I pregiudizi, purtroppo, a volte ci sono. Non ho preso la patente perché ho paura, e dunque uso i mezzi pubblici. A volte capitano incontri strani, dalla vecchietta che ti fissa il braccio di nascosto sperando che non te ne accorgi al il bimbo che chiede alla mamma perché non ho il braccio e la mamma lo zittisce. In questi casi direi a tutti i genitori di chiedere alla persona se se la sente di spiegare cosa è successo o semplicemente spiegare che non siano tutti uguali, ci sono i bianchi, i neri, i gialli, chi ha tutti gli arti e chi no, chi cammina e chi no... Ma non bisogna zittirli!”.
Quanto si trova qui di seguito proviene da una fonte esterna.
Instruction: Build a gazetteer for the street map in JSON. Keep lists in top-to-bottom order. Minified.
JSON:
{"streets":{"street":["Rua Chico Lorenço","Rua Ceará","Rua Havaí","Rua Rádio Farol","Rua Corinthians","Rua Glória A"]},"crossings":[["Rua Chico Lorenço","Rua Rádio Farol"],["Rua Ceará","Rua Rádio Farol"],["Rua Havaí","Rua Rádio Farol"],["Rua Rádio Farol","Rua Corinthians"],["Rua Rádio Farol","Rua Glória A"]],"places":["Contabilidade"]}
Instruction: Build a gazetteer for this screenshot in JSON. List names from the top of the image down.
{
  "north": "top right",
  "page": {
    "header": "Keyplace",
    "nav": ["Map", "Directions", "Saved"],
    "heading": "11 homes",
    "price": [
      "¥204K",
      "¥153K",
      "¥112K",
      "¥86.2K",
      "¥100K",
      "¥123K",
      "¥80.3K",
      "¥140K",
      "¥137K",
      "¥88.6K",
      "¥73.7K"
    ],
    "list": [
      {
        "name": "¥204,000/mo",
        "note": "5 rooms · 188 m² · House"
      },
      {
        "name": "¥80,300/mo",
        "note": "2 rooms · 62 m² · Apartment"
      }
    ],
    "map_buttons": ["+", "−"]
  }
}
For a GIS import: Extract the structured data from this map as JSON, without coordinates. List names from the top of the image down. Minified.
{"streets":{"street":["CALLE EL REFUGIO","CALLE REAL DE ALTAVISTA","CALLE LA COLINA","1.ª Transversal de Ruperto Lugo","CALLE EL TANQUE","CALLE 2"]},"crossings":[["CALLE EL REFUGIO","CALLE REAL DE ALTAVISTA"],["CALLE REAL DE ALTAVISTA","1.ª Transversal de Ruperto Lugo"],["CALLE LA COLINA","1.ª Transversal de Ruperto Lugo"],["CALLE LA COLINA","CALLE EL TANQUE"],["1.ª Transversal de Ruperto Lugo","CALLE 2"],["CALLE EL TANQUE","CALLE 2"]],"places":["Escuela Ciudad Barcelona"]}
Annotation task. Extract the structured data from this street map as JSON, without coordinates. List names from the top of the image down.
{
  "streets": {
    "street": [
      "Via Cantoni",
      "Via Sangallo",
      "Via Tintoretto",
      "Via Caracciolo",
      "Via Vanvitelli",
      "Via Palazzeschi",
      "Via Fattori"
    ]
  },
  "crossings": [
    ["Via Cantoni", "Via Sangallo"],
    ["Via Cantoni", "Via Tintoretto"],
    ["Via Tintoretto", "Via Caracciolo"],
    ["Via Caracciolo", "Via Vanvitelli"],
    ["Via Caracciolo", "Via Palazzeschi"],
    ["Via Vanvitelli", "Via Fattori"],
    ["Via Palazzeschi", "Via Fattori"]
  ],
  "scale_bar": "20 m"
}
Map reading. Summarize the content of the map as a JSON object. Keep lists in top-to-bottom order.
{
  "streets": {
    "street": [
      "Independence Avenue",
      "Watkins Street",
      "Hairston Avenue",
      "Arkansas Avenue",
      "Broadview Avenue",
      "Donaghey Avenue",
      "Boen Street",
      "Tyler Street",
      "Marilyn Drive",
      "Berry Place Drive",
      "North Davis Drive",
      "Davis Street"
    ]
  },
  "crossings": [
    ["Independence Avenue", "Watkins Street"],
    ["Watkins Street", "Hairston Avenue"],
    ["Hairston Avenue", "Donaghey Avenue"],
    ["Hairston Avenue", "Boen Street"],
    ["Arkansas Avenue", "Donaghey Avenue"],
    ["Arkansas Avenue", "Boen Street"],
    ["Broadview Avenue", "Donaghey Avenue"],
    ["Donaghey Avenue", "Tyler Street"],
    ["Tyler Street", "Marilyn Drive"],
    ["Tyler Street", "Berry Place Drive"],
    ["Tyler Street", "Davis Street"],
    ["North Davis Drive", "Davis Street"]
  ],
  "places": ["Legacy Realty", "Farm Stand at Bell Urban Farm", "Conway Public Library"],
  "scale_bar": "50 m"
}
“Un bruttissimo episodio l'ho vissuto ad un carnevale di paese...il bimbo vestito da Zorro mi ha guardato incuriosito il braccio e ha chiesto: "nonna ma perché la signora non ha il braccio?" e la nonna ha risposto: "vedi cosa succede ad essere cattivi?”. A me le parole hanno fatto male, ma mi dispiace a di più per la pochezza della signora! Cosa ha insegnato al nipote? Ad aver paura del diverso: avrà pensato, o penserà ancora oggi, che chi ha un andicap è una persona cattiva. E invece non lo siamo, siamo come tutti gli altri...ci sono i bravi e i cattivi, i solari e gli scorbutici...”. Anzi, la sua filosofia di vita è una: “spesso il mio andicap è una difficoltà per gli altri, non per me! Io so i miei limiti, spesso ne ho meno di quelli che vedono gli altri”.